Selective serotonin reuptake inhibitors (SSRIs) work by inhibiting (blocking) serotonin reabsorption, essentially freeing up more serotonin in the brain.

Serotonin is known as a “happy hormone” — think of that feel-good vibe you get while hangin’ with your bestie or spending a day at the beach. Since serotonin is a neurotransmitter that influences mood, emotions and sleep, SSRIs can help manage these factors too.

SSRI antidepressants include:

  • Fluoxetine (Prozac)

  • Sertraline (Zoloft)

  • Escitalopram (Lexapro)

A systematic review of studies looked at published cases of alopecia (hair loss) associated with SSRI use. Onset of hair loss ranged from three days to five years, with the median being 8.6 weeks. Discontinuing SSRI use led to recovery in 63 percent of cases.

Does Prozac Cause Hair Loss?

Wondering if Prozac® can cause hair loss? Fluoxetine (generic Prozac®) has been linked to hair loss, but published cases are uncommon.

There’s one reported case of a 49-year-old woman diagnosed with generalized anxiety disorder (GAD). She was previously taking medications for other health conditions and was given fluoxetine to manage her anxiety symptoms. Within three months — while experiencing almost complete remission from GAD — she began noticing slight hair loss.

Despite reducing her fluoxetine dosage from 20 to 10 milligrams, the woman continued experiencing hair loss after one year of use. She eventually went off the drug, and within four weeks, hair loss stopped and her hair returned to its normal state. Of course, this was just a single case study, so more research is definitely needed.

Note: Do not go off any medications without first coming up with an alternate plan or medication with your healthcare provider.

Does Sertraline Cause Hair Loss?

Sertraline, commonly known under the brand name Zoloft, is another SSRI that’s been thought to cause hair loss. Sertraline hair loss was reported in a case of a 21-year-old male experiencing major depressive disorder (MDD).

To help relieve his symptoms, sertraline was prescribed at 50 milligrams a day. Fifteen days after starting this treatment, he reported active hair loss, which required a consultation at a dermatology clinic.

Despite his depressive symptoms showing major improvement, the man’s sertraline treatment had to be stopped, as it was the only identifiable reason for his hair loss. Within two weeks of going off the drug, hair loss stopped.

Tricyclic Antidepressants Linked to Hair Loss

Tricyclic antidepressants (TCAs) help increase levels of neurotransmitters, like serotonin and norepinephrine. These natural chemicals are involved in managing aspects of your mood and personality.

While some anecdotal instances of hair loss have been reported by those taking TCAs, we can’t say for sure if they’re a cause. It’s best to chat with your healthcare provider if you think you’re experiencing prescription drug-induced hair loss.

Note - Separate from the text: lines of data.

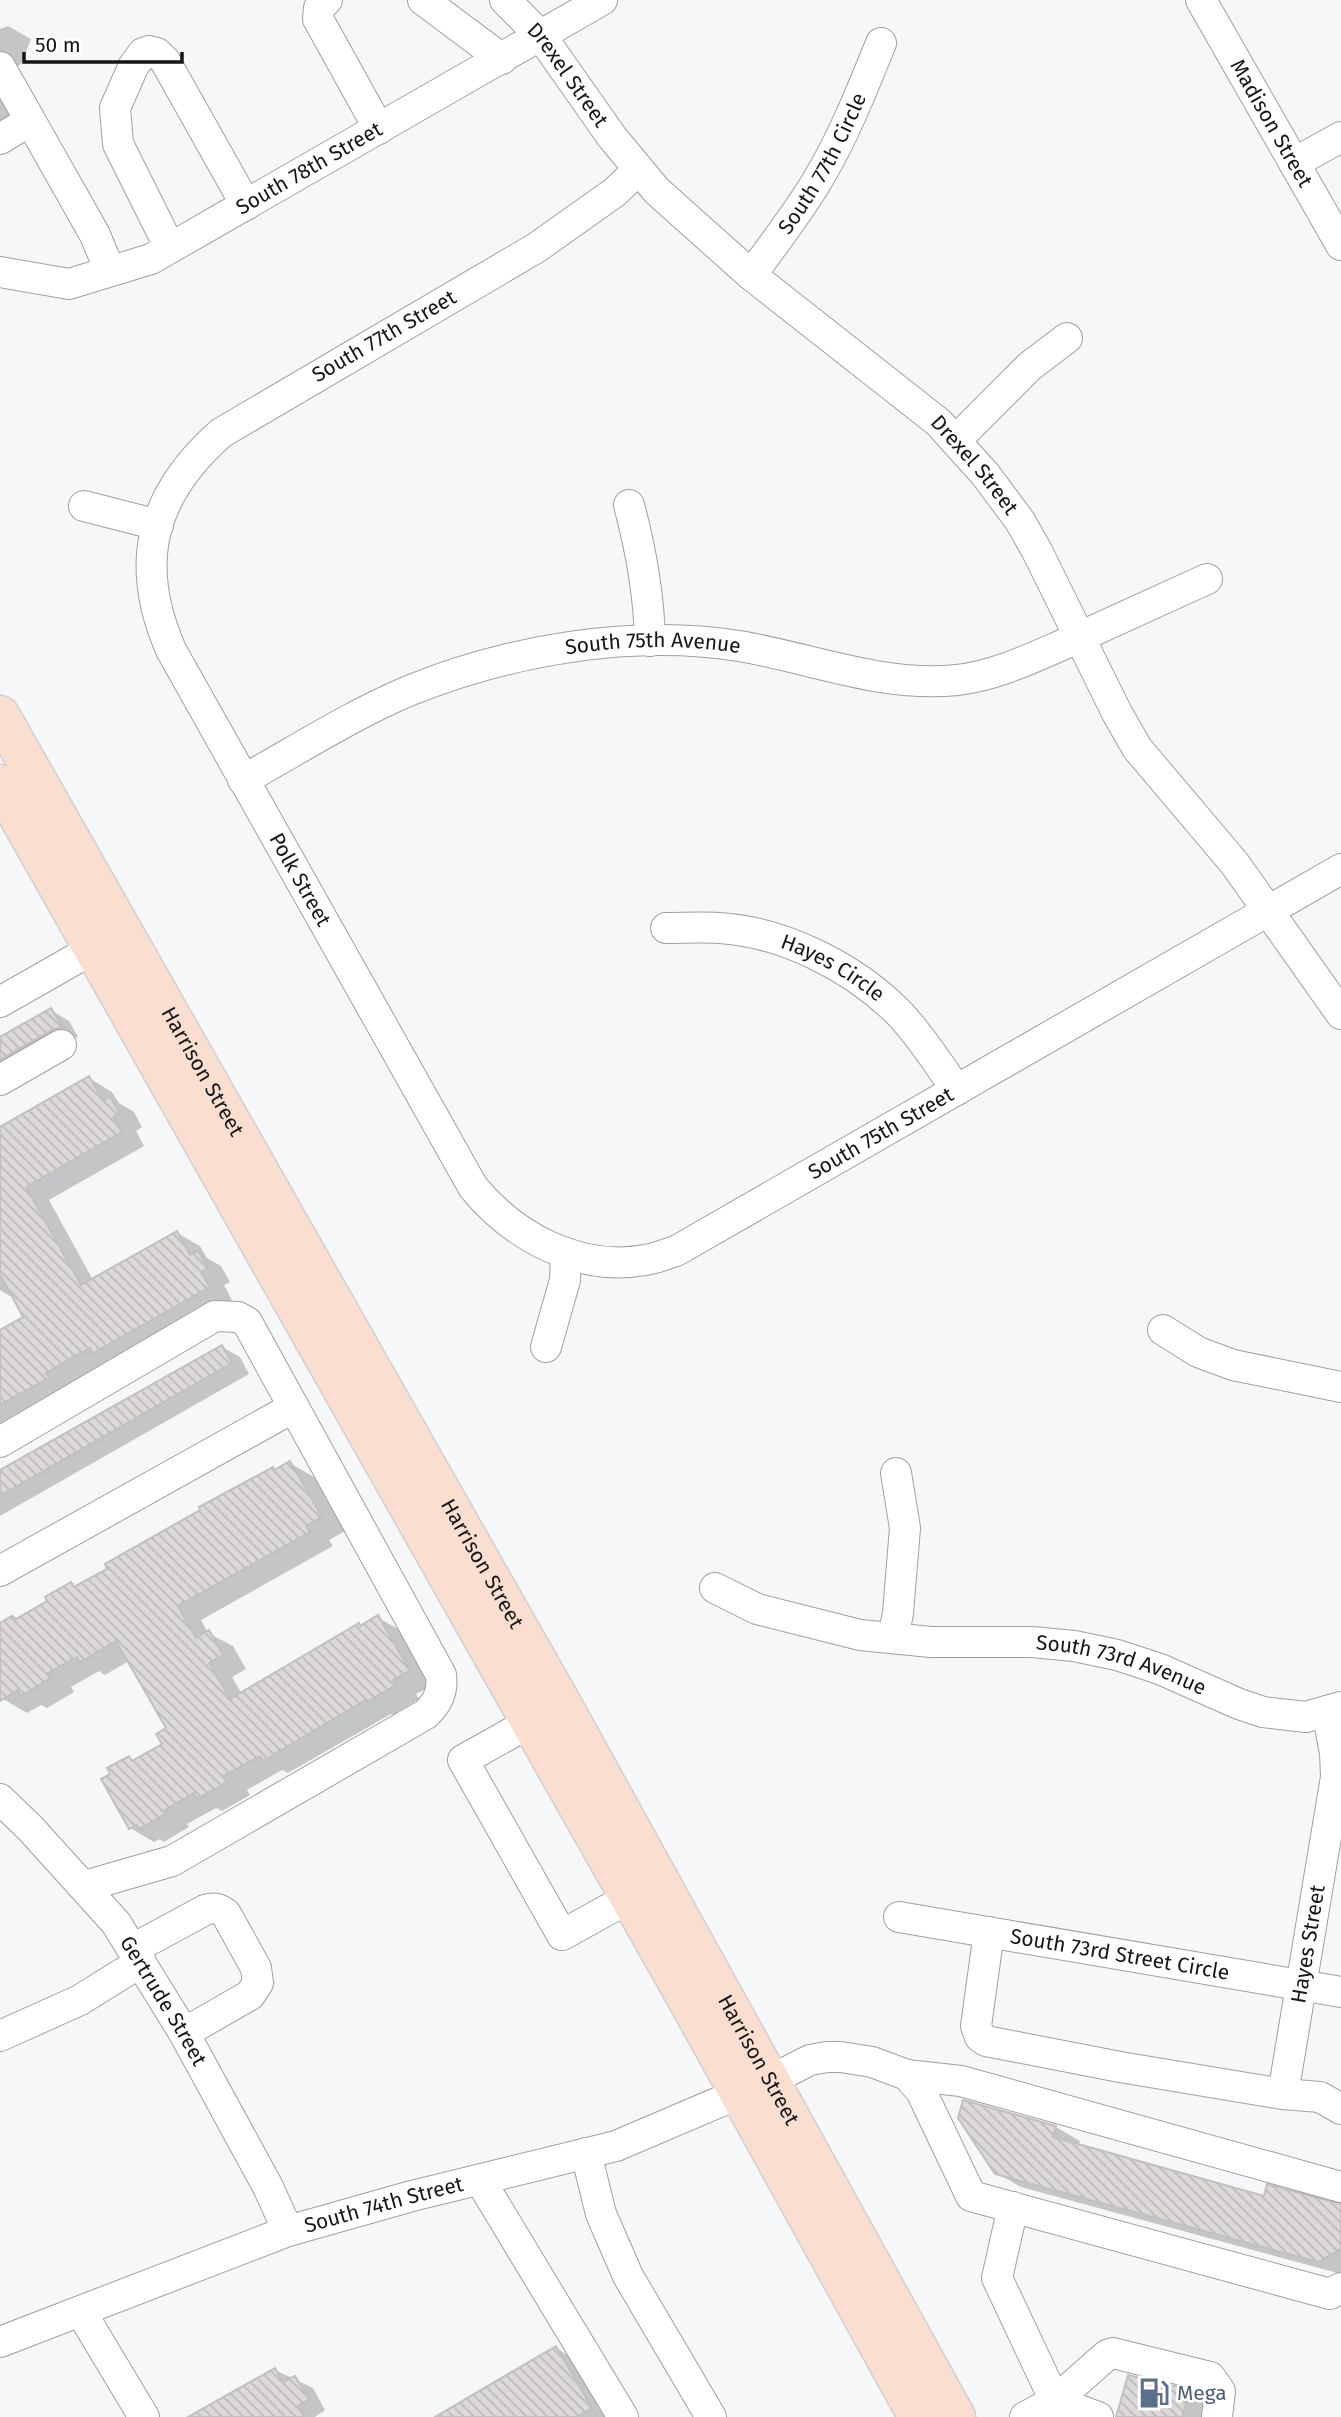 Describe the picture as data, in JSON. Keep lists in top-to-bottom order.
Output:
{
  "streets": {
    "main road": ["Harrison Street"],
    "street": [
      "Drexel Street",
      "Madison Street",
      "South 77th Circle",
      "South 78th Street",
      "South 77th Street",
      "South 75th Avenue",
      "Polk Street",
      "Hayes Circle",
      "South 75th Street",
      "South 73rd Avenue",
      "Hayes Street",
      "South 73rd Street Circle",
      "Gertrude Street",
      "South 74th Street"
    ]
  },
  "crossings": [
    ["Drexel Street", "South 77th Circle"],
    ["Drexel Street", "South 78th Street"],
    ["Drexel Street", "South 77th Street"],
    ["Drexel Street", "South 75th Avenue"],
    ["Drexel Street", "South 75th Street"],
    ["South 77th Street", "Polk Street"],
    ["South 75th Avenue", "Polk Street"],
    ["Polk Street", "South 75th Street"],
    ["Hayes Circle", "South 75th Street"],
    ["Harrison Street", "South 74th Street"],
    ["South 73rd Avenue", "Hayes Street"],
    ["Hayes Street", "South 73rd Street Circle"],
    ["Gertrude Street", "South 74th Street"]
  ],
  "places": {
    "fuel station": ["Mega"]
  },
  "scale_bar": "50 m"
} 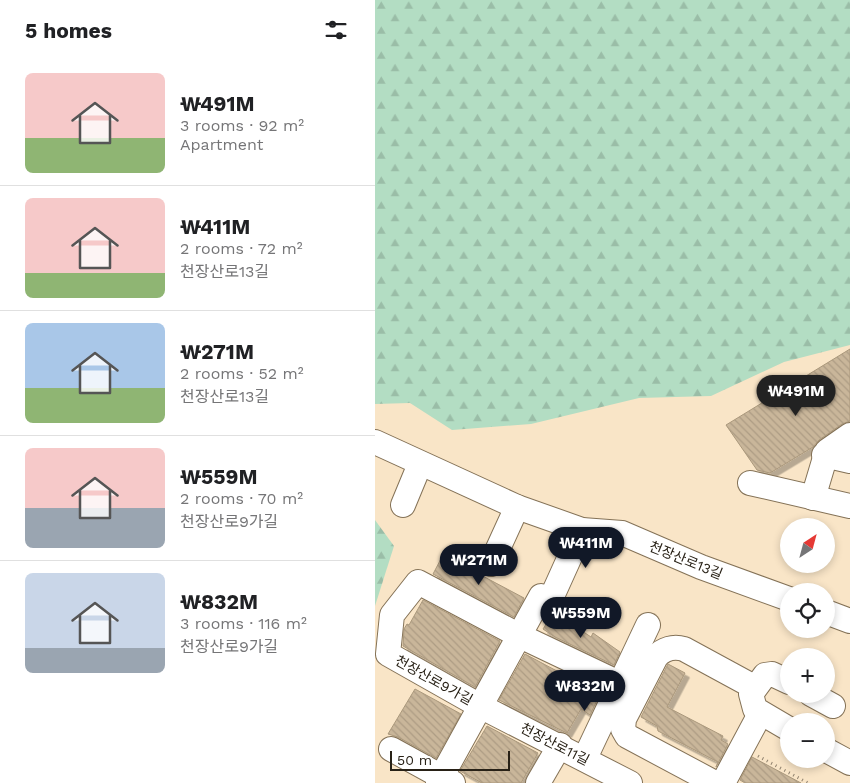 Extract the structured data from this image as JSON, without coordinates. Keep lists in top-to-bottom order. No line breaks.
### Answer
{"streets":{"street":["천장산로13길","천장산로9가길","천장산로11길"]},"crossings":[["천장산로13길","천장산로9가길"],["천장산로9가길","천장산로11길"]],"scale_bar":"50 m","north":"top right","page":{"heading":"5 homes","list":[{"name":"₩491M","note":"3 rooms · 92 m² · Apartment"},{"name":"₩411M","note":"2 rooms · 72 m² · 천장산로13길"},{"name":"₩271M","note":"2 rooms · 52 m² · 천장산로13길"},{"name":"₩559M","note":"2 rooms · 70 m² · 천장산로9가길"},{"name":"₩832M","note":"3 rooms · 116 m² · 천장산로9가길"}],"price":["₩491M","₩411M","₩271M","₩559M","₩832M"],"map_buttons":["+","−"],"scale":"50 m"}} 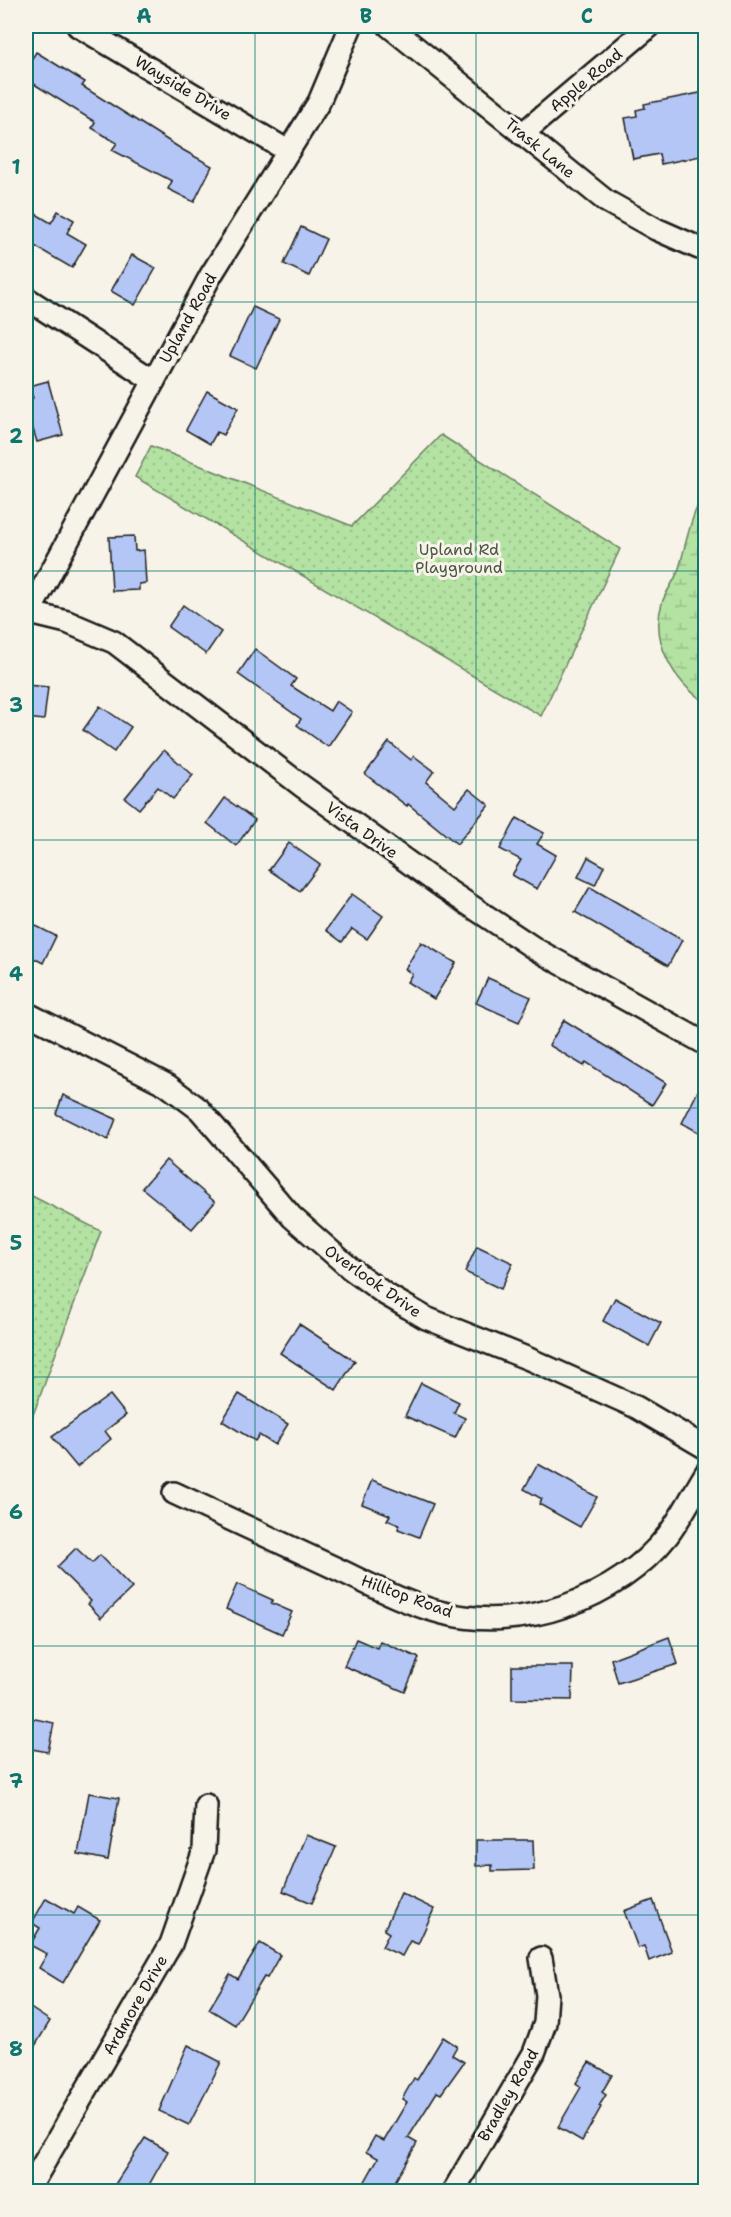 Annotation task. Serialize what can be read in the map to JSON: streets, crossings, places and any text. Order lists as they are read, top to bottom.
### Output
{
  "streets": {
    "street": [
      "Apple Road",
      "Wayside Drive",
      "Trask Lane",
      "Upland Road",
      "Vista Drive",
      "Overlook Drive",
      "Hilltop Road",
      "Ardmore Drive",
      "Bradley Road"
    ]
  },
  "crossings": [
    ["Apple Road", "Trask Lane"],
    ["Wayside Drive", "Upland Road"],
    ["Upland Road", "Vista Drive"]
  ],
  "parks": ["Upland Rd Playground"],
  "grid": {
    "columns": ["A", "B", "C"],
    "rows": [
      "1",
      "2",
      "3",
      "4",
      "5",
      "6",
      "7",
      "8"
    ]
  }
}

Other Antidepressants That Cause Hair Loss

A couple other mood stabilizers that may cause hair loss include:

  • Lithium. Lithium might induce hair loss. It can potentially trigger anagen effluvium, which usually commences hair loss within a few days or weeks after starting medication. Alopecia areata and other symptoms like dry, brittle strands may also occur. Folliculitis (inflammation of the hair follicle) is associated with lithium use as well.

  • Buspirone. An azapirone used for treating GAD, buspirone has been linked to some instances of alopecia. In one case, a 34-year-old woman was prescribed this medication for anxiety and depression. She noted handfuls of hair falling out two weeks after starting buspirone, even though she did see a lift in her mood. Within five days after stopping the drug, hair loss slowed down.

It’s easy to get caught in a whirlwind of emotions when dealing with antidepressant hair loss. But keep these key things in mind: 

  • Understand that antidepressant hair loss may be temporary — telogen effluvium is usually not permanent.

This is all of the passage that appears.